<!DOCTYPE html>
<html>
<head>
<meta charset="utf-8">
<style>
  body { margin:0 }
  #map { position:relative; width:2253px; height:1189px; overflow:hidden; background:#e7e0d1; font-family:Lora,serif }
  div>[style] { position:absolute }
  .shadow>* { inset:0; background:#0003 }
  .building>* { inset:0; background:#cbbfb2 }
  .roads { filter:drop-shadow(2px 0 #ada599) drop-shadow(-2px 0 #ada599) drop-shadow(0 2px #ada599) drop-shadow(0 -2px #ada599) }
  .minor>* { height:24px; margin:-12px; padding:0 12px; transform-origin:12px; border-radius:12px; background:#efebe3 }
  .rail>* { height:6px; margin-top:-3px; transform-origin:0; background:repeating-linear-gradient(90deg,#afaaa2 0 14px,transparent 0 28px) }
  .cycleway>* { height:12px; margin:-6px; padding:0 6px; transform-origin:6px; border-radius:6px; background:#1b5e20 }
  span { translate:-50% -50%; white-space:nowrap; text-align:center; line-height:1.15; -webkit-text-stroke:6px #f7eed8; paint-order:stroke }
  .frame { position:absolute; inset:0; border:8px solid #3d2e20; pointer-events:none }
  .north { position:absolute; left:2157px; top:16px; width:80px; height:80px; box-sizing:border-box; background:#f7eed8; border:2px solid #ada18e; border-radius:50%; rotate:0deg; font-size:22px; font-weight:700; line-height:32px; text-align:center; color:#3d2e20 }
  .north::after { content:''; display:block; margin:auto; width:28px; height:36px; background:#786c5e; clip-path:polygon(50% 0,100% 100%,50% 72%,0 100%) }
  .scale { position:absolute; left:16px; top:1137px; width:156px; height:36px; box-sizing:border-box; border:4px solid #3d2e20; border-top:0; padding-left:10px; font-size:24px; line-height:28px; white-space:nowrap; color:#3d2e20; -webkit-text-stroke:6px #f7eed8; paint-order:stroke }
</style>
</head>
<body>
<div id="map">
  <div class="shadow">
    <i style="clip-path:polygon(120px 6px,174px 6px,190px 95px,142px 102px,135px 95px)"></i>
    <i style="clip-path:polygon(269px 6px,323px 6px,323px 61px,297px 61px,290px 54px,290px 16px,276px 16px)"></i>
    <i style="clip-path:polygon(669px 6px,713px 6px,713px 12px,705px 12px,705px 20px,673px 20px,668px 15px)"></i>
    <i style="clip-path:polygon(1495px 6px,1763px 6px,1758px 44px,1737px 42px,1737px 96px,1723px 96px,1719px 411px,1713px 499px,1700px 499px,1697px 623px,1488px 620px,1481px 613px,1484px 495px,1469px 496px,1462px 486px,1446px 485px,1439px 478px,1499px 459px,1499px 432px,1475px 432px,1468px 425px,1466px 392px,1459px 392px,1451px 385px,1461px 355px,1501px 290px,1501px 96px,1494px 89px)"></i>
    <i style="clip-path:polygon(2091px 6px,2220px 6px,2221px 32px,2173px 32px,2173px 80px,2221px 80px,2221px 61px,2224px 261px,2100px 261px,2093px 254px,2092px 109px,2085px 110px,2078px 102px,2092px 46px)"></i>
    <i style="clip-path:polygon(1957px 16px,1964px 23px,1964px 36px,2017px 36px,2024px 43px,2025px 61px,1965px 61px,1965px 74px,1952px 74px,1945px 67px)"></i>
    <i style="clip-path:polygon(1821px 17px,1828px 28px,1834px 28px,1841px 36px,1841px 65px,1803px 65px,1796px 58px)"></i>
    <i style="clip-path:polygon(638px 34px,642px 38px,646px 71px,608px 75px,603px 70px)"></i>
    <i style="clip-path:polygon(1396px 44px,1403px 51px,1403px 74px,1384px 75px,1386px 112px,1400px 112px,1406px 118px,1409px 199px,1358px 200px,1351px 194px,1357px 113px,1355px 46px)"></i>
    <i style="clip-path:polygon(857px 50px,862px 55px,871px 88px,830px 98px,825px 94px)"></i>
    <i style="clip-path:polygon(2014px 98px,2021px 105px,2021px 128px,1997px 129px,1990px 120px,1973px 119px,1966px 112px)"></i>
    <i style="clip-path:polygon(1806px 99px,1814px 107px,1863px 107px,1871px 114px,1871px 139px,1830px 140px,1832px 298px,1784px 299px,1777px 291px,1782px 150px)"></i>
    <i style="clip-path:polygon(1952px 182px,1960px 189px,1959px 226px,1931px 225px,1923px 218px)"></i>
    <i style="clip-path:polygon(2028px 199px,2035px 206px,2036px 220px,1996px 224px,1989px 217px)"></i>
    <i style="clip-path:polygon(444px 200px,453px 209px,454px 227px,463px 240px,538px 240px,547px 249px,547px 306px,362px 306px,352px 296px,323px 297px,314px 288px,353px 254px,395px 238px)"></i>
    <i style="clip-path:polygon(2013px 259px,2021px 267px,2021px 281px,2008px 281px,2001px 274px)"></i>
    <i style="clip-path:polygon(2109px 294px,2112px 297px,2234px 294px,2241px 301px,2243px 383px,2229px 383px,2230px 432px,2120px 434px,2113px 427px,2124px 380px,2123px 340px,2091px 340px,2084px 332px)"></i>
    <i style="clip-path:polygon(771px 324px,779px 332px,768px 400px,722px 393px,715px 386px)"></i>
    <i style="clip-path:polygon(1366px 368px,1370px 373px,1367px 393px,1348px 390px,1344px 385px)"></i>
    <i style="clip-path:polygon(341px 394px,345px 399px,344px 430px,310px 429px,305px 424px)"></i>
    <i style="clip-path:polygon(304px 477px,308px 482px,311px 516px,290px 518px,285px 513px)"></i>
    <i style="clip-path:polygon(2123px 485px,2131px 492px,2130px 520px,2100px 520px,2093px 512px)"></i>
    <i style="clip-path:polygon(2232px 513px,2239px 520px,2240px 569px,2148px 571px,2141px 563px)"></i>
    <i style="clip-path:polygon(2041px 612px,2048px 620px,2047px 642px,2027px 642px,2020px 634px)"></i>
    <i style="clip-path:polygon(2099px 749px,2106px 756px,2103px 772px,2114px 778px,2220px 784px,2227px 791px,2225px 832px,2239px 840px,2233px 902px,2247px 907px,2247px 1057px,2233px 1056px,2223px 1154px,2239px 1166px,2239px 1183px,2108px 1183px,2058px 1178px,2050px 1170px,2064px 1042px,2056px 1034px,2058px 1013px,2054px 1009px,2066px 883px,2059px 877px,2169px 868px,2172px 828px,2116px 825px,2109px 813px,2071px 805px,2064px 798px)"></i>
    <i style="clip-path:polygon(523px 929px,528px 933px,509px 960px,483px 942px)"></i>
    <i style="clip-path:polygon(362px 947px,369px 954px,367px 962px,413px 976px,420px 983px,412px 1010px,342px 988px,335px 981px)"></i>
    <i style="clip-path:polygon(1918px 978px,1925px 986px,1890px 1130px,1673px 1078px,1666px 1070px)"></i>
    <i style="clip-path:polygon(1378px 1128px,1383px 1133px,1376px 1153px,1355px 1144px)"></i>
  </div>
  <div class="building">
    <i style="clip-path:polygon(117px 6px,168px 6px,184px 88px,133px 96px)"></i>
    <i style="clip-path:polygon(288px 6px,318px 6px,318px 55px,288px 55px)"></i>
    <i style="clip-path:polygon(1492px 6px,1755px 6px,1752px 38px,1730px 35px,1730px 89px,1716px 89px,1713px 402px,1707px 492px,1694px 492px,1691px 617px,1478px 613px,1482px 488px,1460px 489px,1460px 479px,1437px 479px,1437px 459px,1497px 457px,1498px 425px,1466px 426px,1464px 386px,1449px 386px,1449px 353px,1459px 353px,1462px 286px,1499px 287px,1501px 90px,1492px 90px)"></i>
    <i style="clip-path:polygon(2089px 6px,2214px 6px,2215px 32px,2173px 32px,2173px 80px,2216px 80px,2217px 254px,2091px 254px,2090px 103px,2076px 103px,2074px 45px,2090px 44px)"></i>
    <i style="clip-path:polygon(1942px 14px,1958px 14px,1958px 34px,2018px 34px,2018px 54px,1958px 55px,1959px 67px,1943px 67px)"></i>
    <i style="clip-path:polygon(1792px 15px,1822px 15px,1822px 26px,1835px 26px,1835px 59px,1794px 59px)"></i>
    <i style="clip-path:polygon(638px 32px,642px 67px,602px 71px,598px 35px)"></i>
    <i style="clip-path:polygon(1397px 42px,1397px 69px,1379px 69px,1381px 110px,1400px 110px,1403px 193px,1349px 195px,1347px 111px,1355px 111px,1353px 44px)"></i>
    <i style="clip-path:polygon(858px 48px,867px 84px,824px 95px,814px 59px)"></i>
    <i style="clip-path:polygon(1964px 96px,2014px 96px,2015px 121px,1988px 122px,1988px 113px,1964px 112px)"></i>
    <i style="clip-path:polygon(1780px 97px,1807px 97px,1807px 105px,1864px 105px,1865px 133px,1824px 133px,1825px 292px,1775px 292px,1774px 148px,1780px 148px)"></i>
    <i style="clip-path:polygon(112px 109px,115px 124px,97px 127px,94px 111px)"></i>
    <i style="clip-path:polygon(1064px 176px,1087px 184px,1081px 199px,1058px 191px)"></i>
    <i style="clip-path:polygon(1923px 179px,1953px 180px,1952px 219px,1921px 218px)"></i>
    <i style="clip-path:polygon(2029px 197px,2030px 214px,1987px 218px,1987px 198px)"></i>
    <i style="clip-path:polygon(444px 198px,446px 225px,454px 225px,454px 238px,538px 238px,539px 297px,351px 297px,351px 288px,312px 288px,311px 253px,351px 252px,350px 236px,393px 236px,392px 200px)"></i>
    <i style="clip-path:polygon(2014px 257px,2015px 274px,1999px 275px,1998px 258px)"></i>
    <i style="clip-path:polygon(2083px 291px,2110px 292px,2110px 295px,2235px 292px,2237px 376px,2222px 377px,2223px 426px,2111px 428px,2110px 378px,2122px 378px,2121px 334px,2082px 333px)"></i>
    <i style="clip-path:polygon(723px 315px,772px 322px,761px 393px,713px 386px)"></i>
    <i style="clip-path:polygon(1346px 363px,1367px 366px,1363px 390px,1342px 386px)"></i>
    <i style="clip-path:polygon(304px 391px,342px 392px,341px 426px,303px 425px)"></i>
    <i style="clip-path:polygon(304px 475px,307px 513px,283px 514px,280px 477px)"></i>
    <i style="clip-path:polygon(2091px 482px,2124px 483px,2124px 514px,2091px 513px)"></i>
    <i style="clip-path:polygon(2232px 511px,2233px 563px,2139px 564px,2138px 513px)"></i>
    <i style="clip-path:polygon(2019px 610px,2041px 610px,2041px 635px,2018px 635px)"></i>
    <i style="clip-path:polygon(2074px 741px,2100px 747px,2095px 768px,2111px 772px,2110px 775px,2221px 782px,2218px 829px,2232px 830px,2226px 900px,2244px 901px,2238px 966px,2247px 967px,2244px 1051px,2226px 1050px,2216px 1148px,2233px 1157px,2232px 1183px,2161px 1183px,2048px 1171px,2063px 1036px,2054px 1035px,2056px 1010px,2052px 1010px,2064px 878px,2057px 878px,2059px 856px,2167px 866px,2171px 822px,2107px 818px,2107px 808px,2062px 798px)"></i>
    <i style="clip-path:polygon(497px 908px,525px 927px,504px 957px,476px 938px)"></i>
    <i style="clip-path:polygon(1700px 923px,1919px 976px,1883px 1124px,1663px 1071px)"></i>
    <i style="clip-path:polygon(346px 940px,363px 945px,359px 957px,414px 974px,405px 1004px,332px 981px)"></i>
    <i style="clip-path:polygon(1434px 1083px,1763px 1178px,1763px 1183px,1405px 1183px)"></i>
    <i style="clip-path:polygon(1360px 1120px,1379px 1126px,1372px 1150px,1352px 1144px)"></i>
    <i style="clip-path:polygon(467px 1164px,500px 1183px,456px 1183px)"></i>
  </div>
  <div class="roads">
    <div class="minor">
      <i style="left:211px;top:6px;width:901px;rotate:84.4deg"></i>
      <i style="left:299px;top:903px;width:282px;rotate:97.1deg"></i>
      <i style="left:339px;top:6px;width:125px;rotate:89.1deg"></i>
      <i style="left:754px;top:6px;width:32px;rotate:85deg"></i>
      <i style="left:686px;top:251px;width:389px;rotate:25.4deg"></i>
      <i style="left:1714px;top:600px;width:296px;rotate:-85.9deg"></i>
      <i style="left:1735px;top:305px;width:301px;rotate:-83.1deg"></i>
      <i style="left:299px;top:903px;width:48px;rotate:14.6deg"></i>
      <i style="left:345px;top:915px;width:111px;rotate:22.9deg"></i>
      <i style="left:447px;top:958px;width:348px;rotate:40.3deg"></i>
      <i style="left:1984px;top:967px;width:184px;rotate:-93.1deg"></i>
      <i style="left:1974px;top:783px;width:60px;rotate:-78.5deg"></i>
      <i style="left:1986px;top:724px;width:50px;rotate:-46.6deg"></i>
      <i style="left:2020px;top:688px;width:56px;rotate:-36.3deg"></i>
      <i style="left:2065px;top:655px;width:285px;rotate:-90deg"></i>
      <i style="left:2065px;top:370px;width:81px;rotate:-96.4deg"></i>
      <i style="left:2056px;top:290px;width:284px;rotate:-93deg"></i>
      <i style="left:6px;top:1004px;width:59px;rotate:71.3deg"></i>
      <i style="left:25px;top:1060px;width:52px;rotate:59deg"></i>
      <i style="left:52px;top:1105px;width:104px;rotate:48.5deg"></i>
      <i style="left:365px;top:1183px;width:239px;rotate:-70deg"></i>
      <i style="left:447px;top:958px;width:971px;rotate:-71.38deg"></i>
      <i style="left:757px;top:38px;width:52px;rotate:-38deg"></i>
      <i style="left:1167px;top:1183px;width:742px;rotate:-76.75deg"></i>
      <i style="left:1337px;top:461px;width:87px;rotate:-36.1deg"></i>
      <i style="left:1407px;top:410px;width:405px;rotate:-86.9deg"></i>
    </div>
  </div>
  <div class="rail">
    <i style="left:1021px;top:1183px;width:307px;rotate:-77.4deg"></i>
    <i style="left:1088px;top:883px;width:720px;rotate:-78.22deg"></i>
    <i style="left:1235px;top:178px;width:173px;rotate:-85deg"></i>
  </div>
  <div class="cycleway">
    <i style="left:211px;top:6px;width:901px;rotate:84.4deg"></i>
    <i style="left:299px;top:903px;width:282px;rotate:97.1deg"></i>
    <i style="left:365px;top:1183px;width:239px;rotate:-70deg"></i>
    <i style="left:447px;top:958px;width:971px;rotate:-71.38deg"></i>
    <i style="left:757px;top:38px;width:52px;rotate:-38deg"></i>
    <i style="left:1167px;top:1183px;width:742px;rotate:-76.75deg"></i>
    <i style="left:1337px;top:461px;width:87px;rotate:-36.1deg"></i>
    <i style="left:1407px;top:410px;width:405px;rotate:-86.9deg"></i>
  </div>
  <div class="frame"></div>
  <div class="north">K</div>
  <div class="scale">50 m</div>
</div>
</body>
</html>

════════════════════

◆ AIM OF THE TASK:
Each line from the start of the records through the line holding "filter:drop-shadow(2px 0 #ada599)" must be returned exactly; nothing else belongs in the answer.

◆ RESULT OF THIS TASK:
<!DOCTYPE html>
<html>
<head>
<meta charset="utf-8">
<style>
  body { margin:0 }
  #map { position:relative; width:2253px; height:1189px; overflow:hidden; background:#e7e0d1; font-family:Lora,serif }
  div>[style] { position:absolute }
  .shadow>* { inset:0; background:#0003 }
  .building>* { inset:0; background:#cbbfb2 }
  .roads { filter:drop-shadow(2px 0 #ada599) drop-shadow(-2px 0 #ada599) drop-shadow(0 2px #ada599) drop-shadow(0 -2px #ada599) }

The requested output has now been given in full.